For me a big creative outlet is cooking, and I like to experiment about ninety percent of the time. Unlike other art forms, like filmmaking for instance, cooking allows one to have an idea, prepare the ingredients, add the heat, and serve the meal all in one burst of energy. I enjoy going to the grocery store without a plan and just buying a cart full of assorted ingredients that I’ll find combinations for later. I don’t worry about the money most of the time, and the few times when I do its more a question of variety instead of quantity. Not once in my life have I ever worried about where my next meal is coming from or if it will be enough. My biggest concern when it comes to food is the variety of what I consume, not the quantity, because there is always enough. First World Problems. 

Right now the United States of America is a First World Nation, and for that I am thankful. Though it is important to acknowledge that not everyone in America experiences this country as a First World Nation. There are many here who struggle with financial problems that are dramatically more dire than being able to afford hobbies or vacations, and their education/employment situations are dire to the point that my own dilemmas seem silly to be stressed about. I’m not telling you anything you don’t already know, my only point is that most of us are truly enjoying the Good Life, and we should be thankful for it. My lady and I are starting a non-profit soon, in the spirit of putting our money where our mouths are. Which brings me to my real point (I know I’ve meandered, bear with me)…. being thankful is literally the least you can do. Being thankful is our biggest First World Problem, because to be thankful you’ve got to be looking at the other guy and realizing how good you’ve got it by comparison.

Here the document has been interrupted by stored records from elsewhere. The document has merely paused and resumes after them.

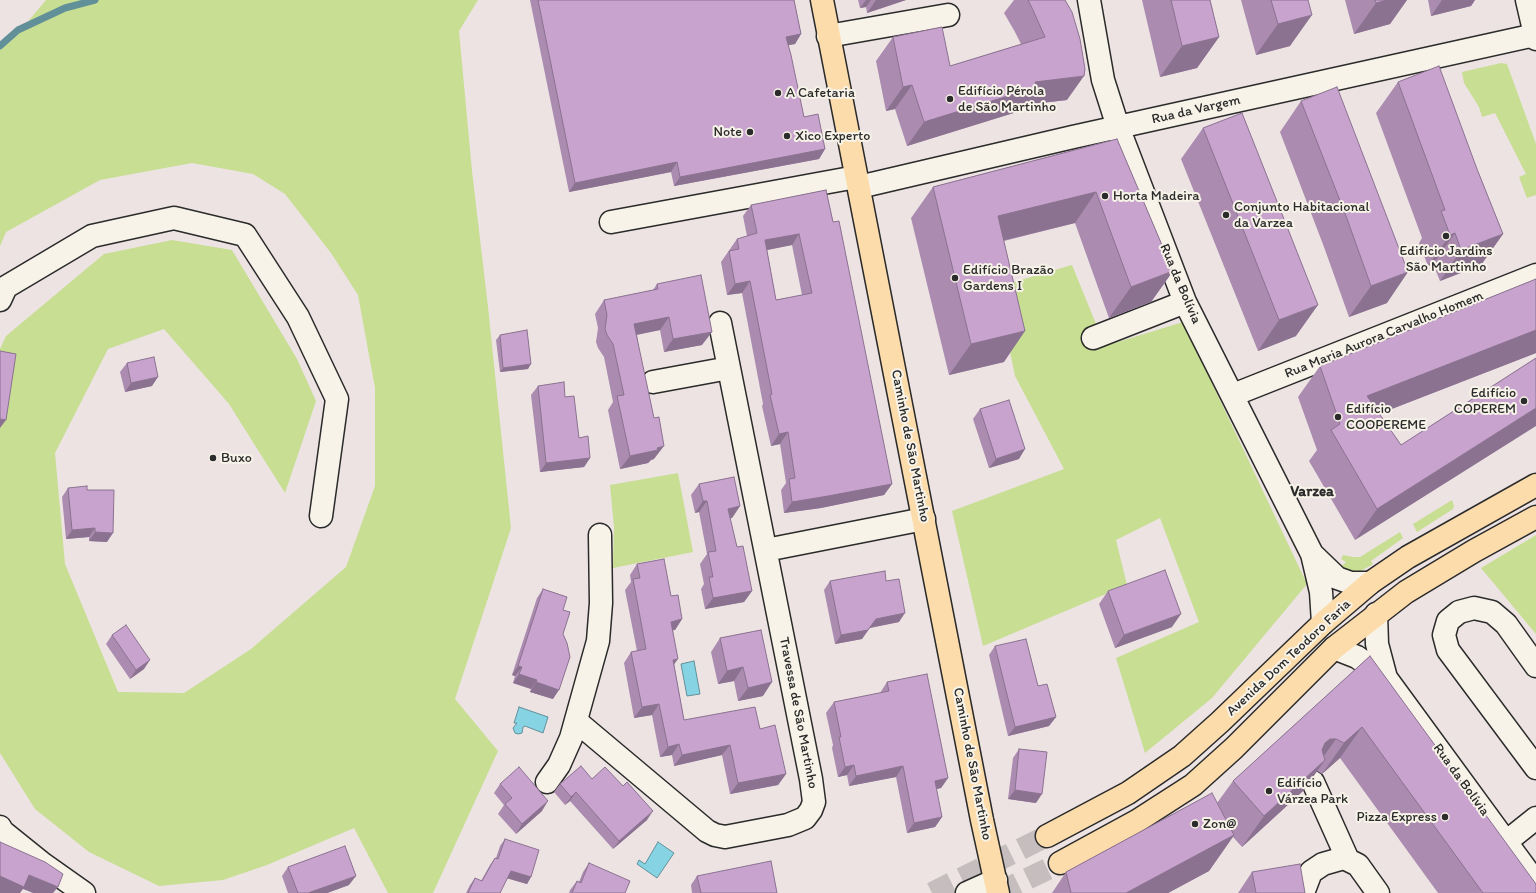 <!DOCTYPE html>
<meta charset="utf-8">
<style>
body{margin:0}
canvas{display:block;background:#ede3e3}
</style>
<canvas width="1536" height="893"></canvas>
<script>
const ctx = document.querySelector('canvas').getContext('2d');
ctx.lineJoin = 'round';
function fillPath(path, color) {
  ctx.fillStyle = color;
  ctx.fill(path, 'evenodd');
}
function toPath(rows) {
  const path = new Path2D();
  for (const r of rows) {
    path.moveTo(r[0], r[1]);
    for (let i = 2; i < r.length; i += 2) path.lineTo(r[i], r[i + 1]);
  }
  return path;
}
function stroke(path, color, width, dash) {
  ctx.strokeStyle = color;
  ctx.lineWidth = width;
  ctx.lineCap = dash ? 'butt' : 'round';
  ctx.setLineDash(dash || []);
  ctx.stroke(path);
}
function write(font, color, halo, rows, align = 'center') {
  ctx.font = font + ' Itim,sans-serif';
  ctx.lineWidth = 4;
  ctx.setLineDash([]);
  ctx.textBaseline = 'middle';
  ctx.strokeStyle = halo;
  ctx.fillStyle = color;
  for (const [text, x, y, turn = 0] of rows) {
    ctx.save();
    ctx.translate(x, y);
    ctx.rotate((+turn || 0) * Math.PI / 180);
    ctx.textAlign = isNaN(turn) ? turn : align;
    if (halo) ctx.strokeText(text, 0, 0);
    ctx.fillText(text, 0, 0);
    ctx.restore();
  }
}
fillPath(toPath([
 [46,0,478,0,459,31,472,171,488,307,511,528,455,699,498,751,433,893,388,893,354,828,267,865,223,880,159,886,89,852,35,809,0,753,0,349,6,336,104,254,172,240,232,250,297,359,316,401,285,493,229,404,164,329,108,349,55,453,65,564,118,692,184,693,251,649,346,567,375,486,375,388,358,295,331,253,285,194,253,174,192,163,100,180,6,232,0,246,0,48,19,32],
 [1501,63,1507,64,1536,144,1536,195,1527,198,1519,177,1526,174,1495,113,1482,117,1479,107,1464,83,1462,72],
 [1072,265,1105,346,1183,322,1307,584,1212,698,1145,753,1116,658,1199,622,1160,518,1116,540,1127,585,983,646,952,511,1064,469,1015,376,997,287],
 [678,473,693,552,613,568,614,527,610,485],
 [1452,500,1454,506,1453,509,1417,532,1413,524],
 [1400,532,1403,538,1371,561,1373,564,1361,571,1354,574,1336,571,1346,562,1341,559,1343,555,1353,557,1360,557],
 [1536,535,1536,634,1481,568]
]), '#c7de93');
const water = toPath([
 [694,661,700,694,687,696,681,664,694,661],
 [519,707,548,717,543,733,525,726,523,727,522,733,518,734,515,733,513,728,517,723,514,723,519,707],
 [658,842,674,853,657,878,637,864,639,860,645,864,658,842]
]);
fillPath(water, '#86d4e3');
stroke(water, '#629099', 1);
stroke(toPath([
 [0,46,18,30,65,8,95,0]
]), '#629099', 7);
stroke(toPath([
 [932,893,1047,836],
 [998,893,1060,863]
]), '#c6bebe', 22, [22, 11]);
const minor = toPath([
 [1089,0,1103,80,1118,127,1185,302,1312,554,1321,592,1323,623],
 [1527,0,1536,39],
 [828,36,948,15],
 [859,187,1073,137,1535,35],
 [611,222,856,177],
 [0,300,6,287,92,236,174,218,245,235,298,317,337,399,321,516],
 [1093,338,1185,302],
 [653,382,729,368],
 [1233,395,1536,275],
 [766,550,924,519],
 [1312,554,1337,578,1351,583,1370,583],
 [1376,614,1377,644,1386,678],
 [1334,648,1357,657,1386,678,1536,883],
 [1536,666,1506,624,1492,612,1474,608,1459,612,1448,621,1444,635,1448,650,1536,768],
 [576,721,707,831,715,835,725,837,788,825,805,818,811,810,814,802,811,779,720,323],
 [547,782,559,765,571,738,598,641,601,603,600,535],
 [1313,782,1348,860],
 [0,827,2,831,43,864,84,893],
 [1506,842,1536,818],
 [967,893,996,880],
 [1303,893,1311,872,1323,864,1344,858,1358,865,1378,893]
]);
const major = toPath([
 [822,0,982,820,998,893],
 [1047,836,1128,793,1182,756,1220,722,1323,623,1370,583,1408,557,1536,485],
 [1060,863,1137,821,1193,785,1234,748,1334,648,1406,592,1474,551,1536,517]
]);
stroke(minor, '#2b2b2b', 25);
stroke(major, '#2b2b2b', 25);
stroke(minor, '#f7f3e8', 22);
stroke(major, '#fddcac', 22);
fillPath(toPath([
 [530,0,794,0,801,34,795,44,788,45,804,117,825,149,819,159,674,186,671,172,569,192],
 [858,0,906,0,867,13,866,7,860,8],
 [1014,0,1065,0,1067,100,1024,105,1020,111,907,146,895,109,886,111,876,61,893,37,950,66,1021,44,1015,32,1004,13],
 [1142,0,1210,0,1219,37,1197,68,1160,77],
 [1241,0,1308,0,1290,46,1256,55],
 [1345,0,1407,0,1390,24,1354,34],
 [1428,0,1475,0,1471,6,1431,16],
 [1398,82,1477,169,1503,234,1481,265,1440,281,1433,264,1428,266,1419,243,1422,238,1376,113],
 [1301,101,1387,303,1349,317,1324,247,1280,132],
 [1203,128,1296,336,1258,351,1181,159],
 [1117,139,1173,271,1151,302,1109,318,1075,223,1004,241,1004,362,949,375,911,218,933,187],
 [826,190,892,484,884,495,821,508,784,513,781,490,786,483,780,444,771,446,762,406,763,404,742,293,727,295,721,262,737,239,747,236,743,216,751,205],
 [792,245,802,295,776,300,767,250],
 [1536,279,1536,353,1379,414,1401,445,1536,358,1355,540,1309,461,1317,450,1298,397,1320,366],
 [657,284,702,345,664,352,660,330,637,335,654,459,651,460,648,463,620,469,608,410,613,402,604,357,598,348,596,342,598,328,595,314,604,300,653,290],
 [500,335,528,369,500,372,496,340],
 [127,363,152,386,125,392,120,372],
 [538,386,565,397,579,438,590,458,584,467,540,472,531,395],
 [980,409,1019,459,989,468,973,419],
 [699,484,740,506,732,518,730,518,737,547,752,591,744,602,705,609,701,589,704,584,700,564,707,554,699,512,695,513,691,495],
 [68,488,87,490,107,542,89,541,89,537,66,539,62,497],
 [637,564,671,596,682,619,675,630,673,630,674,664,684,720,760,729,786,774,778,785,730,794,722,755,674,766,672,755,660,757,652,715,634,718,624,663,631,652,637,651,625,590,631,582,630,575],
 [830,581,886,581,899,622,870,628,862,639,835,644,824,590],
 [543,589,563,610,563,634,553,699,530,692,531,689,513,683,515,676,512,675,537,598],
 [1108,591,1172,627,1115,648,1099,604],
 [761,630,763,696,738,701,734,681,718,684,711,652,720,638],
 [112,635,144,669,130,679,106,644],
 [995,646,1038,686,1056,717,1049,726,1008,736,989,655],
 [1370,656,1536,893,1438,893,1340,758,1322,774,1317,771,1303,791,1242,847,1233,837,1209,871,1168,893,1052,893,1066,872,1217,803,1233,781],
 [887,682,948,778,941,788,936,789,942,817,935,827,907,833,896,777,849,786,847,775,838,777,832,748,833,745,826,713,834,702,880,693],
 [1019,749,1036,803,1008,799,1013,758],
 [592,779,647,820,613,849,570,801,565,805,554,792,560,784],
 [500,784,542,811,516,834,498,814,504,805,494,793],
 [505,839,531,877,527,884,507,878,500,893,466,893,470,885,475,878,481,881,490,865,495,858,496,858,500,846],
 [589,863,625,893,569,893,570,890,577,881,579,882,583,872],
 [288,867,349,885,327,893,288,893,282,876],
 [1252,872,1305,893,1238,893],
 [697,876,777,893,692,893,691,885]
]), '#ab8cb0');
fillPath(toPath([
 [866,0,871,0,866,7,860,8],
 [876,0,906,0,867,13],
 [1387,0,1407,0,1390,24,1354,34,1376,3],
 [1442,0,1475,0,1471,6,1431,16],
 [1312,15,1290,46,1256,55,1278,24],
 [801,34,795,44,779,47,786,37],
 [1219,37,1197,68,1160,77,1182,46],
 [1084,76,1067,100,1024,105,1020,111,907,146,924,122,1035,82],
 [912,85,895,109,886,111,903,87],
 [825,149,819,159,674,186,680,177],
 [677,162,671,172,569,192,575,183],
 [1096,192,1075,223,976,247,998,216],
 [1455,233,1433,264,1428,266,1450,235],
 [799,234,792,245,757,252,765,240],
 [1503,234,1481,265,1440,281,1461,250],
 [1173,271,1151,302,1109,318,1131,287],
 [1408,272,1387,303,1349,317,1371,286],
 [750,281,742,293,727,295,735,284],
 [1318,305,1296,336,1258,351,1279,320],
 [669,317,660,330,625,337,634,324],
 [1536,330,1536,353,1345,427,1367,396],
 [1025,331,1004,362,949,375,971,344],
 [712,332,702,345,664,352,673,339],
 [531,364,528,369,500,372,503,368],
 [158,377,152,386,125,392,131,383],
 [1536,408,1536,426,1355,540,1377,509],
 [0,419,6,420,0,428],
 [788,432,780,444,771,446,779,434],
 [664,446,654,459,651,460,648,463,620,469,630,456],
 [1025,449,1019,459,989,468,996,459],
 [590,458,584,467,540,472,546,463],
 [892,484,884,495,821,508,784,513,792,502],
 [703,501,707,501,699,512,695,513],
 [740,506,732,518,720,520,728,509],
 [95,528,89,537,66,539,72,530],
 [95,532,113,533,107,542,89,541],
 [752,591,744,602,705,609,713,598],
 [905,613,899,622,869,628,876,619],
 [1181,614,1172,627,1115,648,1124,635],
 [682,619,675,630,663,632,671,622],
 [868,630,862,639,835,644,841,635],
 [678,659,670,670,673,660],
 [150,660,144,669,130,679,136,670],
 [518,666,522,667,515,676,512,675],
 [743,667,734,681,718,684,727,671],
 [519,674,537,680,531,689,513,683],
 [536,682,559,690,553,699,530,692],
 [772,682,763,696,738,701,748,688],
 [659,704,652,715,634,718,642,707],
 [1056,717,1049,726,1008,736,1015,727],
 [1362,727,1340,758,1322,774,1344,743],
 [1330,739,1336,739,1314,770,1325,743],
 [679,744,672,755,660,757,668,747],
 [730,745,722,755,674,766,682,755],
 [1325,760,1303,791,1242,847,1264,816],
 [854,765,847,775,838,777,845,767],
 [903,766,896,777,849,786,856,776],
 [786,774,778,785,730,794,738,783],
 [948,778,941,788,928,791,935,781],
 [1015,790,1042,794,1036,803,1008,799],
 [576,792,570,801,565,805,571,797],
 [548,801,542,811,516,834,522,824],
 [653,811,647,820,613,849,619,841],
 [942,817,935,827,907,833,914,823],
 [1234,835,1209,871,1168,893,1126,893],
 [511,871,531,877,527,884,506,878],
 [29,875,58,887,53,893,33,893,23,889,20,893,0,893,0,876],
 [356,876,349,885,327,893,308,893]
]), '#8b7290');
const building = toPath([
 [538,0,794,0,801,34,786,37,791,55,804,117,818,114,825,149,680,177,677,162,575,183,538,0],
 [1028,0,1065,0,1072,12,1080,39,1085,69,1084,76,1035,82,1037,87,924,122,912,85,903,87,893,37,942,27,950,66,1045,37,1032,8,1028,0],
 [1171,0,1210,0,1219,37,1182,46,1171,0],
 [1271,0,1308,0,1312,15,1278,24,1271,0],
 [1375,0,1387,0,1376,3,1375,0],
 [1439,66,1477,169,1503,234,1461,250,1455,233,1450,235,1441,211,1445,210,1398,82,1439,66],
 [1337,87,1408,272,1371,286,1346,216,1301,101,1337,87],
 [1242,113,1318,305,1279,320,1203,128,1242,113],
 [1117,139,1173,271,1131,287,1096,192,998,216,1025,331,971,344,933,187,1117,139],
 [826,190,833,222,839,221,892,484,828,496,792,502,789,479,795,478,788,432,779,434,770,395,772,394,750,281,735,284,729,251,739,249,737,239,757,233,751,205,826,190],
 [799,234,812,293,776,300,765,240,799,234],
 [701,275,712,332,673,339,669,317,634,324,654,418,659,417,664,446,657,448,658,450,630,456,617,396,624,395,613,344,607,335,605,329,607,315,604,300,658,289,657,284,701,275],
 [1536,279,1536,330,1367,396,1401,445,1536,358,1536,408,1377,509,1331,430,1340,424,1320,366,1536,279],
 [527,330,531,364,503,368,500,335,527,330],
 [0,351,16,354,6,420,0,419,0,351],
 [154,357,158,377,131,383,127,363,154,357],
 [564,382,565,397,574,396,579,438,588,436,590,458,546,463,538,386,564,382],
 [1009,400,1025,449,996,459,980,409,1009,400],
 [734,477,740,506,728,509,737,547,743,546,752,591,713,598,709,577,713,577,708,552,716,551,707,501,703,501,699,484,734,477],
 [87,486,87,490,114,490,113,533,95,532,95,528,72,530,68,488,87,486],
 [664,559,671,596,678,595,682,619,671,622,678,659,673,660,684,720,755,707,760,729,775,725,786,774,738,783,730,745,682,755,679,744,668,747,659,704,642,707,631,652,646,649,633,579,640,578,637,564,664,559],
 [1165,570,1181,614,1124,635,1108,591,1165,570],
 [885,571,886,581,899,579,905,613,876,619,868,630,841,635,830,581,885,571],
 [543,589,567,597,563,610,570,612,563,634,567,643,570,657,559,690,536,682,537,680,519,674,522,667,518,666,543,589],
 [126,625,150,660,136,670,112,635,126,625],
 [761,630,772,682,748,688,743,667,727,671,720,638,761,630],
 [1026,639,1038,686,1047,684,1056,717,1015,727,995,646,1026,639],
 [1370,656,1536,884,1536,893,1483,893,1362,727,1344,743,1336,739,1330,739,1325,743,1322,750,1325,760,1264,816,1233,781,1370,656],
 [927,674,948,778,935,781,942,817,914,823,903,766,856,776,854,765,845,767,839,737,841,737,834,702,889,691,887,682,927,674],
 [1019,749,1047,752,1042,794,1015,790,1019,749],
 [581,766,592,779,605,767,623,786,627,782,653,811,619,841,576,792,571,797,560,784,581,766],
 [519,767,548,801,522,824,505,804,512,798,500,784,519,767],
 [1212,793,1234,835,1126,893,1071,893,1066,872,1212,793],
 [505,839,539,850,531,877,511,871,500,893,468,893,475,878,482,881,495,858,498,859,505,839],
 [0,842,45,862,63,874,58,887,29,875,24,887,0,876,0,842],
 [345,846,356,876,308,893,298,893,288,867,345,846],
 [771,861,777,893,701,893,697,876,771,861],
 [589,863,630,881,625,893,572,893,577,881,581,883,589,863],
 [1300,864,1305,893,1256,893,1252,872,1300,864]
]);
fillPath(building, '#c7a3cd');
stroke(building, '#8b7290', 1);
for (const [x, y, r, color] of [
 [778,93,4,"#2b2b2b"],
 [950,99,4,"#2b2b2b"],
 [750,132,4,"#2b2b2b"],
 [787,136,4,"#2b2b2b"],
 [1105,196,4,"#2b2b2b"],
 [1226,215,4,"#2b2b2b"],
 [1446,236,4,"#2b2b2b"],
 [955,278,4,"#2b2b2b"],
 [1524,401,4,"#2b2b2b"],
 [1338,417,4,"#2b2b2b"],
 [213,458,4,"#2b2b2b"],
 [1269,791,4,"#2b2b2b"],
 [1445,817,4,"#2b2b2b"],
 [1195,824,4,"#2b2b2b"]
]) {
  const dot = new Path2D();
  dot.arc(x, y, r, 0, 2 * Math.PI);
  ctx.fillStyle = color;
  ctx.fill(dot);
  stroke(dot, '#f7f3e8', 1.5);
}
write('14px', '#2b2b2b', '#f7f3e8', [
 ["Edifício Pérola",958,91],
 ["de São Martinho",958,107],
 ["A Cafetaria",786,93],
 ["Note",742,132,"right"],
 ["Xico Experto",795,136],
 ["Horta Madeira",1113,196],
 ["Conjunto Habitacional",1234,207],
 ["da Varzea",1234,223],
 ["Edifício Jardins",1446,251,"center"],
 ["São Martinho",1446,267,"center"],
 ["Edifício Brazão",963,270],
 ["Gardens I",963,286],
 ["Edifício",1516,393,"right"],
 ["COPEREM",1516,409,"right"],
 ["Edifício",1346,409],
 ["COOPEREME",1346,425],
 ["Buxo",221,458],
 ["Edifício",1277,783],
 ["Várzea Park",1277,799],
 ["Pizza Express",1437,817,"right"],
 ["Zon@",1203,824]
], 'left');
write('14px', '#2b2b2b', '#f7f3e8', [
 ["Rua da Vargem",1196,110,-13],
 ["Rua da Bolívia",1180,284,67],
 ["Rua Maria Aurora Carvalho Homem",1384,335,-22],
 ["Caminho de São Martinho",910,446,79],
 ["Avenida Dom Teodoro Faria",1289,658,-43],
 ["Travessa de São Martinho",798,713,79],
 ["Caminho de São Martinho",972,764,79],
 ["Rua da Bolívia",1461,780,54]
]);
write('bold 15px', '#2b2b2b', '#f7f3e8', [
 ["Varzea",1312,492]
]);
</script>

Turn that thankfulness into First World Action, because its the job of the folks who’ve got it good to pay it forward. We don’t all have to go become full-time activists or start feeling guilty for the success we’ve achieved. Just give a little back. Maybe volunteer one day a month. Donate some of your luxury cash to a charity, or fund non-commercial science (we all need to know more about hippos, and those researchers need that sweet grant money). Whether we realize it or not having First World Problems is a blessing, and we earn it by helping others, however we can.